Gonzalo, ¡que viva la vida!

Por el espíritu que irradiaba a todos, parecía que era inmortal. Entretelones de una visita a la casa-museo del escultor Gonzalo Cardozo, el inmortal que desde ahora nos acompañará desde otro plano

0
1079

Estoy llorando waso. Este domingo 17 de enero parecía ser diferente. Incluso daba la impresión de que el cielo se iba a despejar como presagio de mejores días para todos. Puntual como siempre —todos los domingos—, se escuchan el tañido de las campanas de la parroquia, que llaman a la misa.

Parece que puede ser un buen día. Por eso agradezco por tener con salud a mi familia. Mis amigos también son mis amigos, y por ellos también pido, así como lo solía hacer el gran escultor orureño —ante todo amigo— Pedro Gonzalo Cardozo Alcalá.

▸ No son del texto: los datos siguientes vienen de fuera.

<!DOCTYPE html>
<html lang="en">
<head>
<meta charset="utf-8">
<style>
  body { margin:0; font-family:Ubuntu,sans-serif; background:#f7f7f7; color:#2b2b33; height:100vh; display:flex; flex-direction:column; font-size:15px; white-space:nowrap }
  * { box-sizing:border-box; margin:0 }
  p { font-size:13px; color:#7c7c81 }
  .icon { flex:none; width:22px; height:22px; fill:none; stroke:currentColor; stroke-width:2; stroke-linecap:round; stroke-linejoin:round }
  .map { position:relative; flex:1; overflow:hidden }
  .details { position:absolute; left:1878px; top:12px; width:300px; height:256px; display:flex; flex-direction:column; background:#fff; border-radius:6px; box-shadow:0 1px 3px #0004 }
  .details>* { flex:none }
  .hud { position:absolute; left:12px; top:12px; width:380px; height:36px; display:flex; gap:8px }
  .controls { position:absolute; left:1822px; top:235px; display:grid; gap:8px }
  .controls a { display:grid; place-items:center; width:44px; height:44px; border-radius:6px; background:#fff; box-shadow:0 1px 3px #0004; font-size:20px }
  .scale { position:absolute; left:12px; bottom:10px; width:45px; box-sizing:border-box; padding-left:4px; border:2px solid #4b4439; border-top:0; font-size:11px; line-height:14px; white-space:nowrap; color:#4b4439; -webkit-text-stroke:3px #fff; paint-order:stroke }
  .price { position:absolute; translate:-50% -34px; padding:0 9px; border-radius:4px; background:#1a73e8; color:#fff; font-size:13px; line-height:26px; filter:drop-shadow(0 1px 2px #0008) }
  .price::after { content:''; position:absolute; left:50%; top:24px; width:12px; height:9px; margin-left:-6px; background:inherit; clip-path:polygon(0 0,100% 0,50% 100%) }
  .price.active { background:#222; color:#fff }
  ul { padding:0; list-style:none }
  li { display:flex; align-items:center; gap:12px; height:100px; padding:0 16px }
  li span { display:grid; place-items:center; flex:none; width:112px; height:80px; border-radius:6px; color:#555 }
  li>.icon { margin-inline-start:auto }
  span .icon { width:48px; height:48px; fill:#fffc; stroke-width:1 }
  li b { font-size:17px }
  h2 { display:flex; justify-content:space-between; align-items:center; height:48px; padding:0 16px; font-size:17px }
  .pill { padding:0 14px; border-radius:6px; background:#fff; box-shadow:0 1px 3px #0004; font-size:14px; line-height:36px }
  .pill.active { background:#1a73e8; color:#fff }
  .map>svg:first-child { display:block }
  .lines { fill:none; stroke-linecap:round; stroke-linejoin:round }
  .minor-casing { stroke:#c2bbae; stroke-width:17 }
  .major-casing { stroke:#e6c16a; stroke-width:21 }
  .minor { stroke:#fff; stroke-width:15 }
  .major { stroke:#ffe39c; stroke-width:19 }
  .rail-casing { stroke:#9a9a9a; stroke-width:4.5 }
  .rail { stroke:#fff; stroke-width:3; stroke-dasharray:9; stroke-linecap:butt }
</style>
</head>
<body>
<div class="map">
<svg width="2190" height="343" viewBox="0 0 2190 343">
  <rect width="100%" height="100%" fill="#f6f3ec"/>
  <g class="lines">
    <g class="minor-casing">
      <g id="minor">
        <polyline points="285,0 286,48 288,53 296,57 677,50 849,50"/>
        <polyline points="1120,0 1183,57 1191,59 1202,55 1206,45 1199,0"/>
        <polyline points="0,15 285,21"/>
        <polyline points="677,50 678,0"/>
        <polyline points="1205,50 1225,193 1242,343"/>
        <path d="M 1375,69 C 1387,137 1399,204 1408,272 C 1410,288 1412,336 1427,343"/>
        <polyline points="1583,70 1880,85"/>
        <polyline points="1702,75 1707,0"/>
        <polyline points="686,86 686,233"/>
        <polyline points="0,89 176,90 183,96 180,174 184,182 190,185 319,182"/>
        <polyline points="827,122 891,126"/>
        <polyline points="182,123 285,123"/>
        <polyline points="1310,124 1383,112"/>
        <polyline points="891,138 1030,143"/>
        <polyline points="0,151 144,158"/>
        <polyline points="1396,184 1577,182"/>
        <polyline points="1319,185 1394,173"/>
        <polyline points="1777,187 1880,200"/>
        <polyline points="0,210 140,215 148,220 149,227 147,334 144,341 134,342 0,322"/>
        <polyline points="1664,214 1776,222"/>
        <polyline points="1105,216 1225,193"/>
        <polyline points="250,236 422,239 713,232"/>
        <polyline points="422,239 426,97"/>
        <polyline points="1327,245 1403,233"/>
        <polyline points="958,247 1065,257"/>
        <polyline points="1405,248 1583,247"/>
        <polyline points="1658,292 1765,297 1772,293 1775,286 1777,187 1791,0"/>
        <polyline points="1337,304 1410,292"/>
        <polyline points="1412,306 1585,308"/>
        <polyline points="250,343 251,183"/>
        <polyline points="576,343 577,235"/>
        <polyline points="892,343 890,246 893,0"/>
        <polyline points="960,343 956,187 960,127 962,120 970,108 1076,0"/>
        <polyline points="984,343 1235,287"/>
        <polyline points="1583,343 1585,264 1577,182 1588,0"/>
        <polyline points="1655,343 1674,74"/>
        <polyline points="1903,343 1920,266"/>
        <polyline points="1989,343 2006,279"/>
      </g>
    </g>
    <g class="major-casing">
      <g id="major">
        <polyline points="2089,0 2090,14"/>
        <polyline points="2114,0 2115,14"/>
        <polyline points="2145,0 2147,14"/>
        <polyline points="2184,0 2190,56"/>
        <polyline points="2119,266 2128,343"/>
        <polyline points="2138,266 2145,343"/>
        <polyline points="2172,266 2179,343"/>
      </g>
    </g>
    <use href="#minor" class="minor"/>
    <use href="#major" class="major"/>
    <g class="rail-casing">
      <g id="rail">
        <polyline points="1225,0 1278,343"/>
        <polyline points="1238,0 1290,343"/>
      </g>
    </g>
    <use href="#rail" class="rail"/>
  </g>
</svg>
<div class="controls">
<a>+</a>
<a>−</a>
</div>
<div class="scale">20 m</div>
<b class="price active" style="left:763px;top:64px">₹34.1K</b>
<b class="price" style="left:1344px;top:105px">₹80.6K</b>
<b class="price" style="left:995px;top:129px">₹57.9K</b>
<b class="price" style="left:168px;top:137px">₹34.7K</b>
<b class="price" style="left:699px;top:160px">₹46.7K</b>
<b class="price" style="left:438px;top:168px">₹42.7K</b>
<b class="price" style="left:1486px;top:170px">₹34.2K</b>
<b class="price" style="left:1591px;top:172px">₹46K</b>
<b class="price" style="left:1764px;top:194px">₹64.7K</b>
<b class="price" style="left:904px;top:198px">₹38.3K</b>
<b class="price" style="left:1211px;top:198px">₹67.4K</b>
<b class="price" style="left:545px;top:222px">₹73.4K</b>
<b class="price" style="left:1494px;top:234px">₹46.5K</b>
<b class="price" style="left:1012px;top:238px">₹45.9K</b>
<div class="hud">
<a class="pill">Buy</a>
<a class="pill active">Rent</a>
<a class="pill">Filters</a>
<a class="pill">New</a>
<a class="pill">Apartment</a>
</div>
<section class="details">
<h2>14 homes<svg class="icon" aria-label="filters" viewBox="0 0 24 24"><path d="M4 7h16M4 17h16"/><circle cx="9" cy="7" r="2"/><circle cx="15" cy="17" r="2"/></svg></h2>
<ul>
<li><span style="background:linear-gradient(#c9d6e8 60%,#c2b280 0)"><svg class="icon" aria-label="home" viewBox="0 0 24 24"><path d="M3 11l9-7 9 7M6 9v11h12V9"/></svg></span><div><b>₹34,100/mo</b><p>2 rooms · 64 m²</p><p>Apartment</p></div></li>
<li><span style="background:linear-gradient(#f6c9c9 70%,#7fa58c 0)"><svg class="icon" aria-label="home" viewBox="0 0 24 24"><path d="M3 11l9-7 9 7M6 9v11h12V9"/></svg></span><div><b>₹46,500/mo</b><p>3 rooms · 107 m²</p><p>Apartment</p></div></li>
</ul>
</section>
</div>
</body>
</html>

Antes de empezar sus actividades laborales, Gonzalo baja a su patio lleno de piedras y plantas, recoge su brasero vetusto, con mucha parsimonia y respeto echa hojas de coca, con la misma parsimonia echa alcohol y enciende fuego, para agradecer a la vida por estar al lado de su esposa, de sus hijas y de sus amigos. Pide por el país. Pide por el planeta.

Las historias no llegan. Hay que buscarlas o esperar pacientemente que lleguen en el momento preciso. De eso se encarga el destino. Así pues, el destino programó un viaje de trabajo a Oruro. Un fin de semana sin turno en el que tenía el gusto de seguir cosechando historias.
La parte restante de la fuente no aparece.